- _How to complete this task_: Each line of the records below that holds "strokeStyle" should be returned.
Data for analysis Start Marker
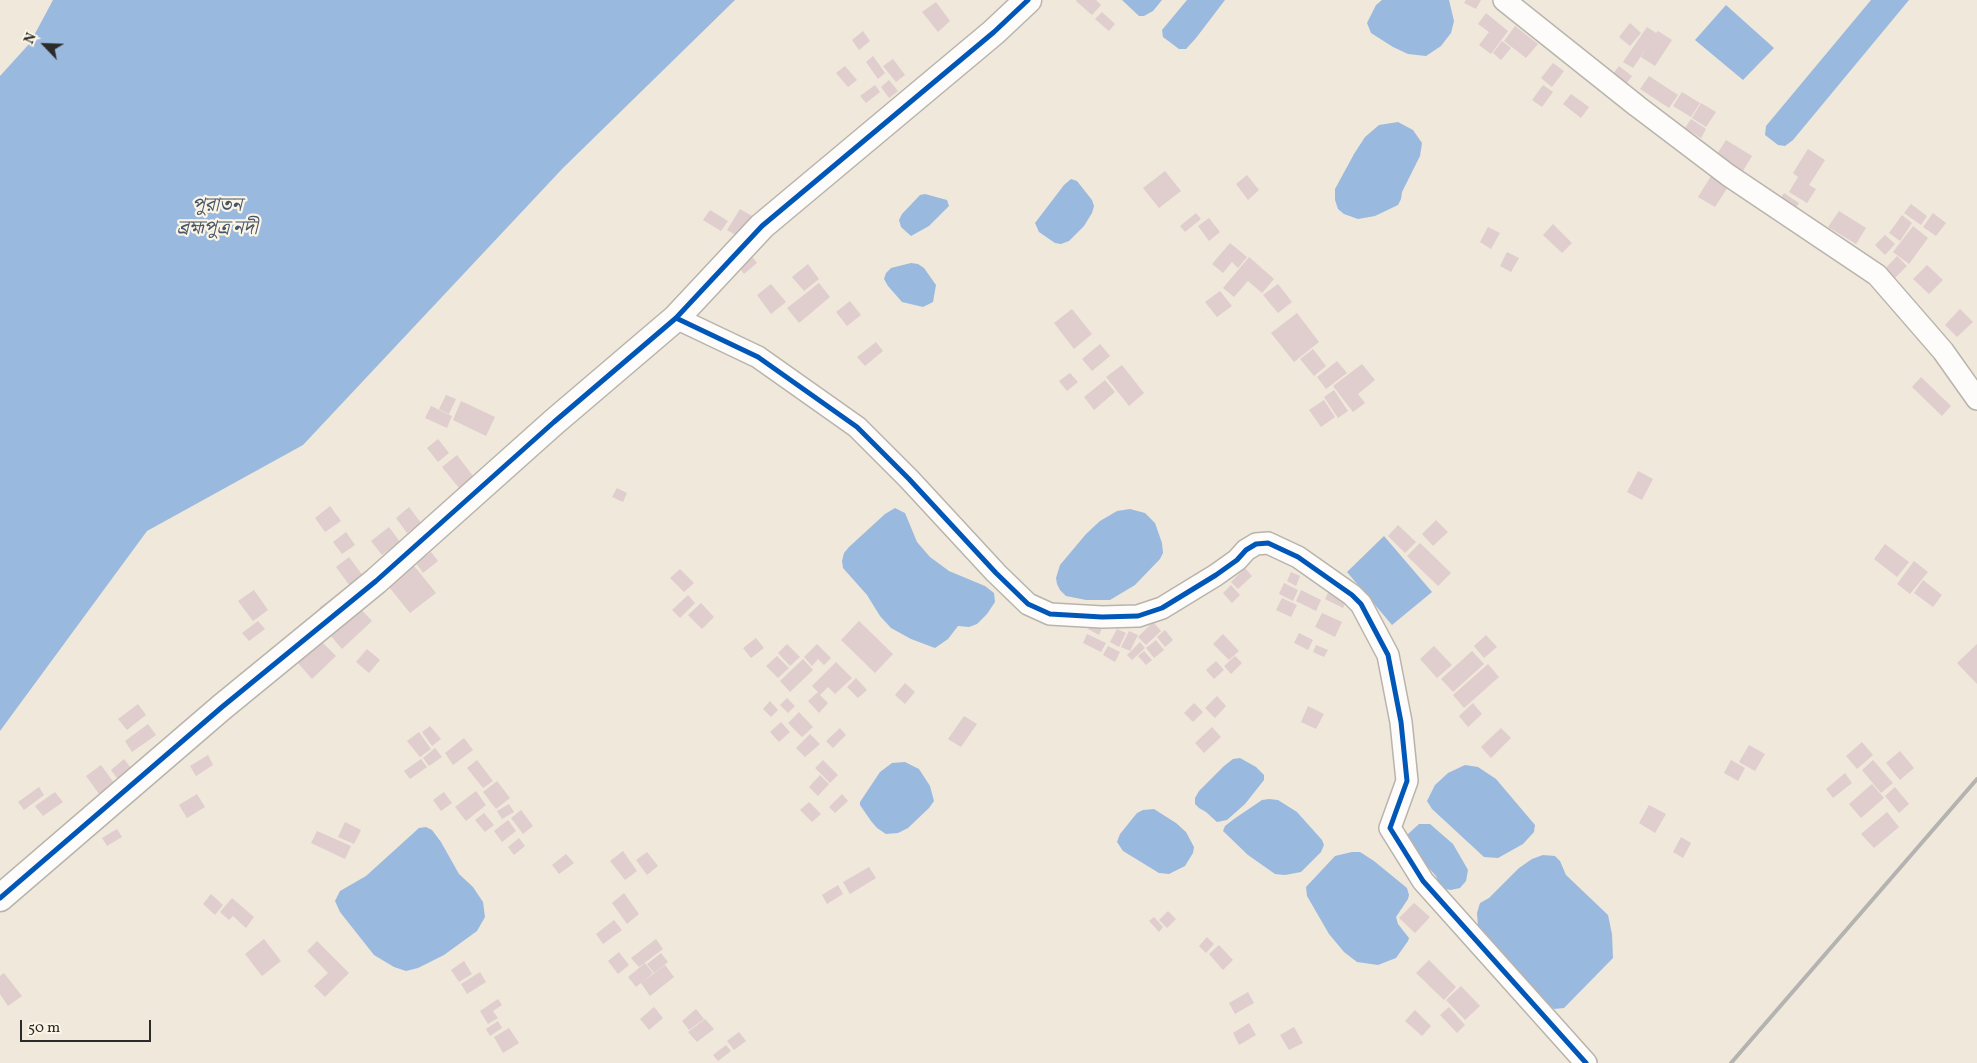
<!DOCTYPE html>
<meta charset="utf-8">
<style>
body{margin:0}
#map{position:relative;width:1977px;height:1063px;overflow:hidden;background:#efe8db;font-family:Vollkorn,serif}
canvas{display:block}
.north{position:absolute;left:20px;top:20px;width:50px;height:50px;-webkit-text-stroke:4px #fcf5e5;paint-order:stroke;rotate:294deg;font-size:14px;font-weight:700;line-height:20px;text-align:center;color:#2b2b2b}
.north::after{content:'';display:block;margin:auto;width:18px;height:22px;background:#2b2b2b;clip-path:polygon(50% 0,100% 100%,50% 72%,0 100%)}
.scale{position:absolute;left:20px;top:1020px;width:131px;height:22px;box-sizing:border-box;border:2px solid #2b2b2b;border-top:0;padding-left:6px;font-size:15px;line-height:18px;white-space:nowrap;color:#2b2b2b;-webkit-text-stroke:4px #fcf5e5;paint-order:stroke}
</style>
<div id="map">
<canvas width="1977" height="1063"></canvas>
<div class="north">N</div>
<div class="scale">50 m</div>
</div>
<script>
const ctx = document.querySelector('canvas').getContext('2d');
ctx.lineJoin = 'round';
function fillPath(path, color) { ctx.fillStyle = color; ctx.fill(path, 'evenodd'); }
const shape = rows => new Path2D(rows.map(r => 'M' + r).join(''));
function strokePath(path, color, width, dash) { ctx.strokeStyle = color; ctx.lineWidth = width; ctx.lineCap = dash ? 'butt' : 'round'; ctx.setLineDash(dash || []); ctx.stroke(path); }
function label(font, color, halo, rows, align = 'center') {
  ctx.font = font + ' Vollkorn,"Noto Serif Bengali",serif'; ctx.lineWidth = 4.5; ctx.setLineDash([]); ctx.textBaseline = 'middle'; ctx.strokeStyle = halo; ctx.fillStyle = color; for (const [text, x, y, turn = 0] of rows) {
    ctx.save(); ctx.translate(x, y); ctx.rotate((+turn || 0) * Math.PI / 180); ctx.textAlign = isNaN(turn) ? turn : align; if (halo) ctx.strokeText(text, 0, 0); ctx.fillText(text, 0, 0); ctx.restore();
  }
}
fillPath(shape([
 [53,0,735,0,563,168,303,445,147,531,0,731,0,76,30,43],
 [1122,0,1162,0,1153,11,1144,16,1139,16],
 [1187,0,1225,0,1196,38,1186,49,1179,49,1163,37,1162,30],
 [1382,0,1449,0,1454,21,1451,33,1441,46,1426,56,1408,54,1393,47,1371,33,1367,23,1376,5],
 [1871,0,1909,0,1793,140,1785,146,1778,145,1765,135,1766,126],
 [1726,5,1774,48,1743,80,1695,40],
 [1398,122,1413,130,1422,143,1420,156,1402,192,1401,199,1398,205,1375,216,1358,219,1344,214,1338,209,1335,200,1335,189,1354,154,1365,137,1379,125],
 [1071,179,1077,181,1092,200,1094,206,1092,213,1084,226,1069,241,1061,244,1055,243,1039,232,1035,223,1064,185],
 [925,194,947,200,949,206,929,226,911,236,901,227,899,220,902,214,920,195],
 [911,263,918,264,924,268,936,285,933,302,923,307,902,302,888,286,884,279,886,273,891,268],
 [895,508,905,513,917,542,930,557,949,571,985,586,994,593,995,602,987,614,977,624,969,627,958,626,948,639,935,648,911,639,891,628,880,616,867,595,843,568,842,561,844,553,849,547,885,514],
 [1130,509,1145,513,1155,523,1162,543,1163,553,1160,559,1135,585,1110,600,1086,600,1066,596,1060,590,1057,584,1056,578,1060,565,1086,534,1100,521,1117,511],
 [1384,536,1432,592,1392,625,1347,572],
 [1240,758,1256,767,1264,775,1264,780,1245,804,1227,820,1217,822,1206,812,1199,808,1195,804,1195,798,1199,791,1224,766,1233,759],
 [905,762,919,769,930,786,934,801,929,808,908,828,898,833,886,834,877,828,871,821,860,805,860,802,880,772,892,763],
 [1465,765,1478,767,1496,779,1535,825,1534,832,1523,844,1498,858,1484,857,1432,809,1427,801,1435,785,1448,773],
 [1269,799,1278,800,1297,812,1322,840,1324,845,1321,852,1301,872,1285,875,1275,874,1248,855,1223,831,1225,826,1234,819,1262,800],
 [1154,809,1176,823,1186,832,1194,847,1193,853,1185,866,1169,874,1159,873,1123,851,1117,842,1120,834,1137,813,1143,810],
 [1419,824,1430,824,1453,844,1460,856,1468,870,1466,881,1460,888,1451,890,1445,889,1439,884,1436,876,1405,842,1407,835],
 [426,827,432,830,441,842,459,874,473,887,483,902,485,917,477,931,444,955,418,968,406,971,394,967,374,955,340,912,335,901,340,891,366,876,419,828],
 [1352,852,1360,852,1374,861,1407,888,1409,895,1408,899,1396,917,1398,924,1409,938,1408,941,1396,958,1378,965,1357,962,1344,952,1329,934,1307,896,1306,887,1335,856],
 [1543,855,1555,856,1560,861,1566,875,1608,915,1612,934,1613,958,1564,1008,1554,1009,1540,997,1478,927,1477,913,1480,903,1489,898,1519,868,1532,859]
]), '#9ab9de');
fillPath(shape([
 [1077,0,1096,0,1101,5,1092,15,1076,1],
 [1466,0,1481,0,1476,9,1464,3],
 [936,2,950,21,938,32,922,12],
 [1102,12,1115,24,1109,31,1095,19],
 [1486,13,1508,31,1491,54,1479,45,1489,32,1478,24],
 [1630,23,1641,33,1630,46,1619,37],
 [1515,26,1538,44,1526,58,1504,41],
 [1647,27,1656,33,1658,31,1672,40,1655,66,1641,57,1647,47,1633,68,1623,62],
 [863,31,870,41,859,50,852,40],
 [1502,41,1511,48,1501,60,1493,53],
 [873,56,885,73,878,79,866,62],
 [893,59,905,75,896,82,883,66],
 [1553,63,1564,71,1552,87,1541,78],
 [845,66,857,80,848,87,836,73],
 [1619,66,1632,76,1626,84,1613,74],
 [1649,76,1678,95,1669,108,1640,89],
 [889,80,898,91,889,98,881,87],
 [875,85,880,92,866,103,860,96],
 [1543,85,1553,92,1542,107,1532,100],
 [1682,92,1700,103,1691,117,1673,106],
 [1571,94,1589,107,1581,118,1563,104],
 [1701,103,1716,112,1706,127,1692,118],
 [1691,119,1706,129,1701,138,1685,128],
 [1726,140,1752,156,1743,171,1717,154],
 [1808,149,1825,160,1809,185,1816,189,1807,203,1789,192,1798,177,1793,173],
 [1165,171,1181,191,1159,208,1143,188],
 [1247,175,1259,190,1248,200,1236,184],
 [1711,176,1728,187,1715,207,1698,197],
 [1784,193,1799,203,1792,213,1777,204],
 [1911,204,1927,216,1921,225,1904,213],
 [740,209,752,216,739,237,727,230],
 [710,210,728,221,721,231,703,220],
 [1839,211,1866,228,1856,244,1828,227],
 [1196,213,1201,219,1185,232,1180,226],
 [1933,213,1946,223,1936,236,1923,227],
 [1902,215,1912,223,1900,241,1889,233],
 [1209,218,1220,232,1209,241,1198,226],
 [1553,224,1572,243,1562,253,1543,235],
 [1913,226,1928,238,1909,264,1893,252],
 [1488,227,1500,233,1491,249,1480,242],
 [1885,235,1895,244,1885,255,1875,245],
 [1230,243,1247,257,1238,268,1232,262,1223,273,1212,264],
 [1507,252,1519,258,1511,272,1500,266],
 [750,254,757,263,744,274,737,265],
 [1897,256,1907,266,1891,282,1882,272],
 [1249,257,1274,279,1262,293,1248,281,1234,297,1223,288],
 [808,264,819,279,804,291,792,277],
 [1927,265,1943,280,1929,294,1913,279],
 [819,283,830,297,799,323,787,308],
 [771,284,786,302,771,314,757,295],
 [1278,284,1292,302,1278,313,1263,295],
 [1220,291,1232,306,1217,317,1205,302],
 [850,301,861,315,847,326,836,312],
 [1072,309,1092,334,1074,349,1054,323],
 [1960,309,1973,322,1957,337,1945,325],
 [1297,313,1319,342,1294,362,1271,333],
 [876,342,883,351,865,366,857,357],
 [1100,344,1110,356,1092,371,1082,359],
 [1313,349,1326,366,1314,376,1300,359],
 [1337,361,1347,373,1326,389,1317,377],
 [1362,364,1375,380,1358,394,1365,403,1353,412,1333,386],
 [1122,365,1144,393,1129,406,1106,377],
 [1070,373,1078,382,1067,391,1059,381],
 [1921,377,1951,406,1942,416,1912,387],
 [1105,380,1115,392,1094,410,1084,397],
 [1334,390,1348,411,1338,418,1324,397],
 [446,395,456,399,449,414,439,409],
 [1324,400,1335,417,1321,427,1309,410],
 [461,401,495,417,486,436,453,420],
 [431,406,452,416,447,428,425,418],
 [438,439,449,453,438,462,427,448],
 [457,455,473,476,459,488,442,467],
 [1638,471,1653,479,1642,500,1627,492],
 [617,488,627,493,623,502,612,497],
 [330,506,341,521,325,532,315,518],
 [409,507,421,523,407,533,396,518],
 [1436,520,1448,532,1433,546,1422,534],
 [1398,525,1416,542,1405,553,1388,536],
 [389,527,400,542,382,555,371,541],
 [346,532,355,545,342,554,333,542],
 [1420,543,1451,573,1438,586,1407,556],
 [1885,544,1909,562,1897,577,1874,559],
 [431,552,438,561,423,573,416,563],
 [349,557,363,576,350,586,336,567],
 [1914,561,1928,572,1910,594,1897,584],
 [411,562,436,593,410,613,385,582],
 [1245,568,1252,576,1238,589,1231,582],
 [680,569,694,583,684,592,670,578],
 [1291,572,1300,576,1296,586,1287,581],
 [1923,580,1942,595,1933,607,1914,593],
 [1284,583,1298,590,1293,601,1279,594],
 [1231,585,1240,595,1232,603,1223,593],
 [1331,587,1349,595,1343,608,1325,599],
 [254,590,268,610,253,621,238,601],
 [1301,590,1321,600,1316,611,1296,601],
 [339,593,343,599,323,614,319,608],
 [688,595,695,603,680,618,672,610],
 [1282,598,1297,605,1291,617,1276,610],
 [701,603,714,617,702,629,688,615],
 [359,607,372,621,342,649,330,635],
 [1322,613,1342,622,1335,637,1315,627],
 [1093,619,1104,624,1099,635,1088,629],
 [258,621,265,629,249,641,242,633],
 [859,621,893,654,875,673,841,640],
 [1153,622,1161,631,1146,645,1138,637],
 [1117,629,1126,633,1119,647,1110,642],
 [1165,630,1173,640,1165,647,1157,637],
 [1129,631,1138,635,1130,651,1121,647],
 [1299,633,1313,640,1308,650,1294,643],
 [1087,634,1106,643,1101,652,1083,643],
 [1223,634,1239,651,1229,660,1213,644],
 [1486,635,1497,647,1484,658,1474,646],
 [756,638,764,648,751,658,743,648],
 [1156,640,1164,650,1154,658,1146,648],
 [321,641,336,656,312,679,298,663],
 [1140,642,1145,648,1132,660,1127,655],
 [787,644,800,657,790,666,778,653],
 [817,644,831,658,824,665,818,659,812,666,804,657],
 [1977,644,1977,684,1957,663],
 [1316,645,1328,650,1324,657,1313,652],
 [1108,646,1120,652,1115,662,1103,655],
 [1434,646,1452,665,1437,678,1420,659],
 [367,649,380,660,369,673,356,662],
 [1144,651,1152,660,1146,665,1138,656],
 [1472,651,1484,664,1453,692,1441,679],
 [777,656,789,668,778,678,766,666],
 [1235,656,1242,663,1231,674,1224,666],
 [803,659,813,670,790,692,780,681],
 [1216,661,1224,670,1214,679,1206,670],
 [836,662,852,678,835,694,828,687,820,695,828,703,819,713,808,701,818,692,812,686],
 [1488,664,1499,677,1464,708,1453,695],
 [856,678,867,690,858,698,847,687],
 [905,683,915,692,905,704,895,695],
 [1217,696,1226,706,1215,718,1205,708],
 [787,698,795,706,788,713,780,705],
 [770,701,778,710,771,717,763,709],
 [1194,703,1203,712,1193,722,1184,713],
 [1473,703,1482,714,1468,727,1459,716],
 [138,704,146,715,127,730,118,719],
 [1308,706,1324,714,1316,729,1301,722],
 [799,712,813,727,802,737,788,723],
 [964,716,977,724,961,747,948,739],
 [781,722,790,732,779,742,770,732],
 [148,724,156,735,132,752,125,741],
 [430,726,441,739,432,746,422,732],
 [1212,727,1221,737,1204,753,1195,743],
 [840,728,846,735,833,748,826,741],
 [1501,728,1511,738,1491,758,1481,747],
 [419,732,431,749,420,757,407,741],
 [810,734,820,744,805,757,796,748],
 [464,738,473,750,453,765,445,753],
 [1862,742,1873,755,1857,769,1846,756],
 [1749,745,1765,754,1755,771,1739,762],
 [435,748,442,757,429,766,423,758],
 [1900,751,1914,768,1900,780,1886,763],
 [208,755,213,765,196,776,190,766],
 [124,759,134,772,120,782,111,770],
 [421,759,427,767,410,779,404,771],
 [477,760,493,781,483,788,467,768],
 [823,760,838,775,830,783,815,768],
 [1731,760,1745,768,1738,781,1724,773],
 [1873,760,1893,783,1881,793,1862,770],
 [101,765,117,787,102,798,86,776],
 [1845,773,1852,783,1833,798,1826,789],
 [820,775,829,784,818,796,809,787],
 [497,781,510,798,496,809,483,792],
 [1872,784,1884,798,1861,818,1849,804],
 [39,787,44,795,24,810,18,802],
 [1895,787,1909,804,1899,813,1885,796],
 [476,791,486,805,466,821,455,807],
 [55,792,63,802,43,816,35,806],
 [444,792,452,803,441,811,433,800],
 [197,794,205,807,187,818,179,805],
 [842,794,848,801,835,813,829,807],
 [809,802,821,814,812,822,800,810],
 [509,804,514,812,502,819,497,811],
 [1649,805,1666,814,1655,833,1639,823],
 [521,810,533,826,523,834,511,818],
 [1887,812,1899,827,1874,848,1861,834],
 [484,813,494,825,485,832,475,820],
 [508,820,516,831,502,842,494,831],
 [345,822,361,830,354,844,338,837],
 [117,829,122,837,107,846,102,838],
 [317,831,351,846,345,859,311,843],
 [1681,837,1691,843,1683,858,1673,852],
 [519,838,525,846,514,855,508,847],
 [623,851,637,871,625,880,610,861],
 [647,852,658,866,647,875,636,860],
 [566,854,574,863,559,874,552,865],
 [869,867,876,878,850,894,843,882],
 [838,885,843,894,827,904,822,895],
 [624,893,639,914,627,924,612,903],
 [211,894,223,905,215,915,203,904],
 [232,898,254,917,246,928,233,916,229,920,220,912],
 [1414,903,1430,917,1415,933,1399,918],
 [1168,911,1176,919,1167,928,1159,920],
 [1154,917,1163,927,1159,932,1149,921],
 [614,920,622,930,603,944,596,934],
 [1207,937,1214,944,1206,953,1199,946],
 [264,939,281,961,262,976,245,954],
 [656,939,663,949,639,967,631,958],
 [317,941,349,973,325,997,314,986,328,973,307,951],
 [1219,945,1233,960,1223,970,1209,954],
 [619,952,629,965,618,974,608,961],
 [661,953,668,962,654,973,647,964],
 [1429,960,1456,987,1444,1000,1416,973],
 [464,961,472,974,459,982,451,970],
 [645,963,653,973,644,981,665,965,674,977,650,996,641,983,636,987,628,977],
 [480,972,486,982,467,994,461,984],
 [4,973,22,996,8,1006,0,994,0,976],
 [1461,986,1480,1006,1465,1020,1446,1000],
 [1248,992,1254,1003,1235,1014,1229,1003],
 [498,999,502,1005,493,1011,498,1018,488,1024,480,1011],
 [654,1007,663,1018,649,1030,640,1019],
 [1449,1007,1465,1025,1457,1033,1440,1015],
 [696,1009,704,1019,689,1030,682,1021],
 [1415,1010,1431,1026,1422,1036,1405,1021],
 [705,1019,714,1029,697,1042,688,1032],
 [498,1021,502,1028,490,1036,486,1029],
 [1249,1023,1256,1035,1239,1045,1233,1033],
 [1294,1027,1303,1043,1289,1050,1280,1035],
 [509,1028,519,1043,503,1053,494,1037],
 [739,1032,746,1041,734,1050,727,1041],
 [726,1045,731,1051,718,1061,713,1055]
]), '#e0cdcd');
const minor = shape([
 [1504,0,1637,106,1728,175,1877,275,1943,351,1977,399],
 [676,318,758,357,857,427,909,479,996,573,1028,604,1050,614,1102,617,1138,616,1162,608,1216,575,1237,560,1246,550,1256,544,1268,543,1298,557,1352,595,1361,604,1388,655,1401,722,1407,781,1390,828,1423,881,1586,1063]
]);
const tertiary = shape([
 [0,898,222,707,376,581,554,422,676,318,762,226,994,32,1028,0]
]);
strokePath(minor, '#b8b4ac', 24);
strokePath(tertiary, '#b8b4ac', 29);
strokePath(minor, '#fdfcfa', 21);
strokePath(tertiary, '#fdfcfa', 26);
strokePath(shape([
 [1731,1063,1977,779]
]), '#b4b3b1', 4);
strokePath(shape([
 [676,318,758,357,857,427,909,479,996,573,1028,604,1050,614,1102,617,1138,616,1162,608,1216,575,1237,560,1246,550,1256,544,1268,543,1298,557,1352,595,1361,604,1388,655,1401,722,1407,781,1390,828,1423,881,1586,1063],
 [0,898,222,707,376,581,554,422,676,318,762,226,994,32,1028,0]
]), '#0057b8', 5);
label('italic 20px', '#45566a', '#fcf5e5', [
 ["পুরাতন",217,207],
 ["ব্রহ্মপুত্র নদী",217,230]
]);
</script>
Data for analysis End Marker
- _Task response_:
function strokePath(path, color, width, dash) { ctx.strokeStyle = color; ctx.lineWidth = width; ctx.lineCap = dash ? 'butt' : 'round'; ctx.setLineDash(dash || []); ctx.stroke(path); }
  ctx.font = font + ' Vollkorn,"Noto Serif Bengali",serif'; ctx.lineWidth = 4.5; ctx.setLineDash([]); ctx.textBaseline = 'middle'; ctx.strokeStyle = halo; ctx.fillStyle = color; for (const [text, x, y, turn = 0] of rows) {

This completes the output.